A isotretinoína é comumente prescrita para o tratamento da acne vulgar severa. Apesar de sua eficácia, o fármaco tem sido associado, conforme relatos, a casos de suicídio e a uma variedade de transtornos psiquiátricos, incluindo depressão e ansiedade. Há a hipótese de que a substância possa contribuir para o desenvolvimento desses através da desregulação dos níveis de neurotransmissores envolvidos na regulação do humor, como dopamina, serotonina e norepinefrina. Essa possível ligação tem sido objeto de considerável debate, com achados conflitantes na literatura.

Por isso, Tan e colaboradores (2024) realizaram uma metanálise com o objetivo de esclarecer o risco absoluto e relativo, assim como os fatores de risco associados ao suicídio e aos transtornos psiquiátricos entre os usuários de isotretinoína.

Métodos

Para a metanálise, foram pesquisados dados do PubMed, Embase, Web of Science e Scopus desde o início até 24 de janeiro de 2023. Selecionaram ensaios clínicos randomizados e estudos observacionais que relataram o risco absoluto e/ou relativo e fatores de risco para suicídio e transtornos psiquiátricos entre os usuários de isotretinoína.

Os dados relevantes foram extraídos e o risco de viés foi avaliado no nível do estudo usando a Escala de Newcastle-Ottawa. Foram agrupados usando metanálises ponderadas pela variância inversa. A heterogeneidade foi medida usando a estatística I2, e análises de meta-regressão foram realizadas.

Resultados

Um total de 25 estudos, com 1.625.891 participantes, foi incluído na revisão e 24 na metanálise. Entre esses, a idade média dos participantes variou de 16 a 38 anos, e a distribuição por sexo divergiu entre 0% e 100% do sexo masculino. O risco absoluto agrupado de 1 ano de suicídio consumado, tentativa de suicídio, ideação suicida e autolesão foi inferior a 0,5% cada, enquanto o de depressão foi de 3,83% em 11 estudos. Apenas 4,57% dos usuários de isotretinoína desenvolveram um transtorno psiquiátrico ao longo de um período de 1 ano. Além disso, tinham menos probabilidade de tentar suicídio em 2, 3 e 4 anos após o tratamento. Por fim, o fármaco não foi associado ao risco de todos os transtornos psiquiátricos.

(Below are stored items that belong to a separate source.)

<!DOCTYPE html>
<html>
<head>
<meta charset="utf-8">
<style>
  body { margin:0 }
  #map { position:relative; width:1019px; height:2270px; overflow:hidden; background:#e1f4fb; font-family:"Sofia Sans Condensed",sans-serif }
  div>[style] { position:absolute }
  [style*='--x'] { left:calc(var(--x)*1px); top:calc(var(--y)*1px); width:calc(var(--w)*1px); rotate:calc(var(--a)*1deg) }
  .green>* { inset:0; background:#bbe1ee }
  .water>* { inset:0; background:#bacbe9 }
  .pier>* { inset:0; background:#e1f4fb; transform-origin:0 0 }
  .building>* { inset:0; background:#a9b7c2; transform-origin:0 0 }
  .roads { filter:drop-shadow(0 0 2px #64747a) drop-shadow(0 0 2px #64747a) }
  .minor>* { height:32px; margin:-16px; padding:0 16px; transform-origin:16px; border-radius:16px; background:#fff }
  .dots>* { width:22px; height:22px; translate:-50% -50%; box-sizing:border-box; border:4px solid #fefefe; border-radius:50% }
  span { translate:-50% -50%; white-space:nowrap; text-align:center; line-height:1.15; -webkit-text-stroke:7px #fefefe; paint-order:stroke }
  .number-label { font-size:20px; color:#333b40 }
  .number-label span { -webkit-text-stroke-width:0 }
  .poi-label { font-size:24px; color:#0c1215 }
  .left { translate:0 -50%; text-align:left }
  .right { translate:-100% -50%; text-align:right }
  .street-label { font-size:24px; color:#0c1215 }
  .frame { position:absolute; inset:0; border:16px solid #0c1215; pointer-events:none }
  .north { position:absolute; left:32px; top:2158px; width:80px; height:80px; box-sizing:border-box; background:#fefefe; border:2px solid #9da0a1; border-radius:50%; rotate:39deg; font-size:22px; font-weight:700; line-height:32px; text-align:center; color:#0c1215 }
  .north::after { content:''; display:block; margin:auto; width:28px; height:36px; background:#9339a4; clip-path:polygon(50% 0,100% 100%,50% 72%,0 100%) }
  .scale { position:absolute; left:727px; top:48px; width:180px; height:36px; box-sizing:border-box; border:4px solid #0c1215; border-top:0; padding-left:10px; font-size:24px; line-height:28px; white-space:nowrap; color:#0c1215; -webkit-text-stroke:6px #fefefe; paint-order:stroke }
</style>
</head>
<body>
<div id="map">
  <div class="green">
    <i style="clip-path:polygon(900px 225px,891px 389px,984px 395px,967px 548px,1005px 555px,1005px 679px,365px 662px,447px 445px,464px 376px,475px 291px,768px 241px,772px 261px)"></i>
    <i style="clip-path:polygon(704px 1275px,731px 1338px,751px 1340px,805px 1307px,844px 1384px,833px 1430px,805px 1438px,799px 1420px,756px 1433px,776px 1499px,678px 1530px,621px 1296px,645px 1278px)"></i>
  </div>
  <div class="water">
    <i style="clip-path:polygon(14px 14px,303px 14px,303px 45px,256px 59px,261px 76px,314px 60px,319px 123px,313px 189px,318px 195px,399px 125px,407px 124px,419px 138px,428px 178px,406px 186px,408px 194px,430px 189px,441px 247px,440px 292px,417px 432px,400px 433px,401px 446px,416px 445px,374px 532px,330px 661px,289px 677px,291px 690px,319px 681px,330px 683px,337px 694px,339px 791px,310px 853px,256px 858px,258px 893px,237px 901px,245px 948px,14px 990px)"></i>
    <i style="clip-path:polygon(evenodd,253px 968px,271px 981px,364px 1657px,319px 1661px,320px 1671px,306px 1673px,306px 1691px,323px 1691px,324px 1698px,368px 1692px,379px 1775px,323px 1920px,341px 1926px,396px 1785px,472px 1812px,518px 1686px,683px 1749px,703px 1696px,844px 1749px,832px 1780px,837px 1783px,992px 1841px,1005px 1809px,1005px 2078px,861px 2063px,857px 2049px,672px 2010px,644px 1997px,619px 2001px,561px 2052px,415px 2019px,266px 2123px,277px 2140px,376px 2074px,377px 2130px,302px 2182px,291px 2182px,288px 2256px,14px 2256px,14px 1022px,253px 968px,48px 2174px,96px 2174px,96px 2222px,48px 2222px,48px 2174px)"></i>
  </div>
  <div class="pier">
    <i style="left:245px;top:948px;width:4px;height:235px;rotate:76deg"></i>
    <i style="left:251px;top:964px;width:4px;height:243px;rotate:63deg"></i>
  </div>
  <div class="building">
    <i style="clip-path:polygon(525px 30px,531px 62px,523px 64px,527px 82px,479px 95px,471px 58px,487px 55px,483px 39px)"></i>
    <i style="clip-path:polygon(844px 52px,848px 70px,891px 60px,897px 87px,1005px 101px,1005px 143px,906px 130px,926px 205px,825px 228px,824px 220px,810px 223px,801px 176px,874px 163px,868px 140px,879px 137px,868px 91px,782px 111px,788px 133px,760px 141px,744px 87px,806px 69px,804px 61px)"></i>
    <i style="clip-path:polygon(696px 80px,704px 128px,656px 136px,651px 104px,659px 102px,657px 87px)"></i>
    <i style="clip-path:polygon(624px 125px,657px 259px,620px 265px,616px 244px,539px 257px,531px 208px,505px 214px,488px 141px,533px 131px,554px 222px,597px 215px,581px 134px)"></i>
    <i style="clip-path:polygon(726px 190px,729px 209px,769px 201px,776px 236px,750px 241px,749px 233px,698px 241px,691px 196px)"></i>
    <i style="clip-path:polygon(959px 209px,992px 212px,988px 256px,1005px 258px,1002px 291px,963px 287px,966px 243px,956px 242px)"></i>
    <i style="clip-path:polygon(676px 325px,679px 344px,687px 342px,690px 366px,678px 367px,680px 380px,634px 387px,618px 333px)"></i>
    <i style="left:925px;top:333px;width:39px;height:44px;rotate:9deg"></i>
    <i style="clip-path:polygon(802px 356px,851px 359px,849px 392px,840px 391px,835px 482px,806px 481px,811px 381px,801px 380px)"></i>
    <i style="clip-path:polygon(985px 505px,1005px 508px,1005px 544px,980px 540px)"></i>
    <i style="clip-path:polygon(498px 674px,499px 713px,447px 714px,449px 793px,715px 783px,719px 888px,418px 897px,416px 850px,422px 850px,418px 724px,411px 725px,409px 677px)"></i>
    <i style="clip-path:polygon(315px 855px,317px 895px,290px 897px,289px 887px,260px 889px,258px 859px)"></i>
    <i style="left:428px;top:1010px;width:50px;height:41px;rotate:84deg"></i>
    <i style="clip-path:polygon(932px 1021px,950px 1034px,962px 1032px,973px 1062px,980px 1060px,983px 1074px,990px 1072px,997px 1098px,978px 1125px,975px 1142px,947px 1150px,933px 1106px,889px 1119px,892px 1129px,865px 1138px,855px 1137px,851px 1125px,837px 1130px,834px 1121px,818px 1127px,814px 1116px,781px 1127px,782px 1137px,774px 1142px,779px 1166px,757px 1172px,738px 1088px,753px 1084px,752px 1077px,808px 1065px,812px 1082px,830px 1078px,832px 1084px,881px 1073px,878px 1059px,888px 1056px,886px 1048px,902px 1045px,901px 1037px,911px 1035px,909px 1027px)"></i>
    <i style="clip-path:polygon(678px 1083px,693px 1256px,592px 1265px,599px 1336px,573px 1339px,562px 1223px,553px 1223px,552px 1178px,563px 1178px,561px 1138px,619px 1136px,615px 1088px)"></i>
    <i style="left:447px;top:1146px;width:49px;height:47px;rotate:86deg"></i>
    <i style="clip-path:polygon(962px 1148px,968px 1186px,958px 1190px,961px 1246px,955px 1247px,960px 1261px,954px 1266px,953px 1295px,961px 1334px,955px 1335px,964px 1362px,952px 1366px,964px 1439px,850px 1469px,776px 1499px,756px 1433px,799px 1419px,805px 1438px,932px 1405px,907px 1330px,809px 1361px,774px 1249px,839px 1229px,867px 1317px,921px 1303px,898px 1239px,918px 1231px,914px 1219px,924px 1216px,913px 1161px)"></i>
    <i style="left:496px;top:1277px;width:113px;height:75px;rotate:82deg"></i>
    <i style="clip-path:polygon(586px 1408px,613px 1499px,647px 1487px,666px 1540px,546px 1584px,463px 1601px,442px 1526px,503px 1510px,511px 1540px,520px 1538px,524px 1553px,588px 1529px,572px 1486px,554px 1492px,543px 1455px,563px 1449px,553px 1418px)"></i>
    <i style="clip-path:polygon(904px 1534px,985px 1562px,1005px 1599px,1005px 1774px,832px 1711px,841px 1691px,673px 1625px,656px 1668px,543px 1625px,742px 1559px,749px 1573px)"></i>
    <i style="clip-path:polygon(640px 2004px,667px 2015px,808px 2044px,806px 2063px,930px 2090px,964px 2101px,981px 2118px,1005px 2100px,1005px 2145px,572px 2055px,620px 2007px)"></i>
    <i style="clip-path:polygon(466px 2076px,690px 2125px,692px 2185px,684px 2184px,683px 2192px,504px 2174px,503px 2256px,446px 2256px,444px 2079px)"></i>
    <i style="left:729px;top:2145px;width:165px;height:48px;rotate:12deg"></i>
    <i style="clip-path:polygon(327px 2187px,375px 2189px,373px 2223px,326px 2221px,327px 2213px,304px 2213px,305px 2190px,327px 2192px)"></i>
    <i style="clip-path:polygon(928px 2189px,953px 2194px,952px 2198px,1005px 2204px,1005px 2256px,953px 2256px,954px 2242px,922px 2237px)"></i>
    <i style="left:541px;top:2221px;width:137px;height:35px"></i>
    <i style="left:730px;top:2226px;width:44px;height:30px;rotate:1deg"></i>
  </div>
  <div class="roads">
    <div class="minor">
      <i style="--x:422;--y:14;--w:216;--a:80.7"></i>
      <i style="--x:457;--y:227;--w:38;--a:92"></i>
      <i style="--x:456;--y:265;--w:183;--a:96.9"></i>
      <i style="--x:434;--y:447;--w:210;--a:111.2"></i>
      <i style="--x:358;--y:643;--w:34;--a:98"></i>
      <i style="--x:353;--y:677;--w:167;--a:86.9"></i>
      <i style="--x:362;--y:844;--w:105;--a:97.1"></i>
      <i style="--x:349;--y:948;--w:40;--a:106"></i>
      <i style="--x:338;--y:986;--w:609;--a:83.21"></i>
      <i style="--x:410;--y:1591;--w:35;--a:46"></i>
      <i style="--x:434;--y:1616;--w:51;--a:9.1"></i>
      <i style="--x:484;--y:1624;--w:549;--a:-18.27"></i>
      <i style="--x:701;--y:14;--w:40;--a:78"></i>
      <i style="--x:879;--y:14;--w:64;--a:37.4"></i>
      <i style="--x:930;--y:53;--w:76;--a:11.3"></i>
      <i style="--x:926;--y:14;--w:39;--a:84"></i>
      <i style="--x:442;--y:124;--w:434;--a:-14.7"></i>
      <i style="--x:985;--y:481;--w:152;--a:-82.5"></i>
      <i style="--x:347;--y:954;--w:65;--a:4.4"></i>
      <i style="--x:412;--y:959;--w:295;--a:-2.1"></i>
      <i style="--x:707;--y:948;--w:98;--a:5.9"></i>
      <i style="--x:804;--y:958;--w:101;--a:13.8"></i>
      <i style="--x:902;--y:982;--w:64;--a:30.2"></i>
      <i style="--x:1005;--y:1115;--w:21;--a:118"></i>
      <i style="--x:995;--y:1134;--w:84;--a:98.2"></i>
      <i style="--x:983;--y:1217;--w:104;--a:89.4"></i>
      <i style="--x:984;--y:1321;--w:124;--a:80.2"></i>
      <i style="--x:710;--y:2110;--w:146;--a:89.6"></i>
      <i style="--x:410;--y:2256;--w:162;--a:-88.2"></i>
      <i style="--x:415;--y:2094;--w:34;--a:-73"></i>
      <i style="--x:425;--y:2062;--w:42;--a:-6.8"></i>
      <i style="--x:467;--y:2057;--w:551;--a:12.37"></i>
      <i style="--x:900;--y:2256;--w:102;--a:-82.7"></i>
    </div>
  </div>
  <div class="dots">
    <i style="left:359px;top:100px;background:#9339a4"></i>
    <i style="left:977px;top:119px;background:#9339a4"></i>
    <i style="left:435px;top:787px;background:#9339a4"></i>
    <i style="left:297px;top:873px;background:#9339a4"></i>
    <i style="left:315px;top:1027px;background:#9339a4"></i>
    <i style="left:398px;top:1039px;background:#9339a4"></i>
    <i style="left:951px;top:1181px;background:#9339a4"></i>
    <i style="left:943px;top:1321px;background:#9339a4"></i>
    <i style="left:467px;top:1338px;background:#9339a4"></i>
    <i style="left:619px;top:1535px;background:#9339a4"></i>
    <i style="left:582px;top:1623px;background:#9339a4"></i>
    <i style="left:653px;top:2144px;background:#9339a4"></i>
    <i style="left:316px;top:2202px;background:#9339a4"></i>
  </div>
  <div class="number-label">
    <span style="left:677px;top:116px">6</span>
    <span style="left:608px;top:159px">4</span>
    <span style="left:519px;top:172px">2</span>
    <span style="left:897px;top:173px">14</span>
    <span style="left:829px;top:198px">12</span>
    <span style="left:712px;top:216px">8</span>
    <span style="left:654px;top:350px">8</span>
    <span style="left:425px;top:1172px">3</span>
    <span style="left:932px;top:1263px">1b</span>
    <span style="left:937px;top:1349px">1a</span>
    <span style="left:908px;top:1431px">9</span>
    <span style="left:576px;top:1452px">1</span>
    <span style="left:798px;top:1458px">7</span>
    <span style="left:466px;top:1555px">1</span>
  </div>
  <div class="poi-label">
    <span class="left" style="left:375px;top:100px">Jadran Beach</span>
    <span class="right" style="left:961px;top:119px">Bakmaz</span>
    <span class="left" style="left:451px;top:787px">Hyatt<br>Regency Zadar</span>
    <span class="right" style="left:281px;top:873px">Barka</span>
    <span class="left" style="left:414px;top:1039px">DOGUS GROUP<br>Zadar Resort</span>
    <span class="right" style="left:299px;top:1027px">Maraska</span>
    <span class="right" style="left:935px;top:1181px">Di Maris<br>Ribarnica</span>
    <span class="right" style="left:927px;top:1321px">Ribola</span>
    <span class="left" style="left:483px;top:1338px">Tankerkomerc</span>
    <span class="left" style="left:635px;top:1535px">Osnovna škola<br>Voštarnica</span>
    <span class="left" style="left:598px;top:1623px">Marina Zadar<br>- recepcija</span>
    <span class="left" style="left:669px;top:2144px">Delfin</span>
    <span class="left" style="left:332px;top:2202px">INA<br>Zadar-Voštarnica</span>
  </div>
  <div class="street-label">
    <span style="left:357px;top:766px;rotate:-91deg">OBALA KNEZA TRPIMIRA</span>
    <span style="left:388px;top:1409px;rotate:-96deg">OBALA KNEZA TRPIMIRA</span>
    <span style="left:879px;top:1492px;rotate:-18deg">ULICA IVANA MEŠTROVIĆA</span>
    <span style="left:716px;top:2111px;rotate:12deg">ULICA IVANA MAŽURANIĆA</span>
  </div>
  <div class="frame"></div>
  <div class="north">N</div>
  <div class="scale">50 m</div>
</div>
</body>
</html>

O estudo sugeriu um risco absoluto baixo e nenhum aumento no risco relativo de suicídio e transtornos psiquiátricos entre os pacientes que utilizam isotretinoína.

Ademais, entre os fatores de risco, ter um histórico psiquiátrico foi associado a um aumento no risco de tentativa de suicídio e transtornos psiquiátricos entre os usuários de isotretinoína. Além disso, a população estudada com idade mais avançada teve menor risco absoluto de depressão em 1 ano. Estudos com uma porcentagem mais alta de participantes do sexo masculino tiveram mais probabilidade de relatar suicídio consumado incidente.

Conclusão

Os resultados sugeriram que, em nível populacional, os usuários de isotretinoína não apresentaram aumento do risco de suicídio ou condições psiquiátricas, mas podem, em vez disso, ter um risco menor de tentativas de suicídio em 2 a 4 anos após o tratamento. Embora esses resultados sejam tranquilizadores, os clínicos devem continuar a praticar cuidados psicodermatológicos holísticos e monitorar os pacientes quanto a sinais de angústia mental durante o tratamento com isotretinoína.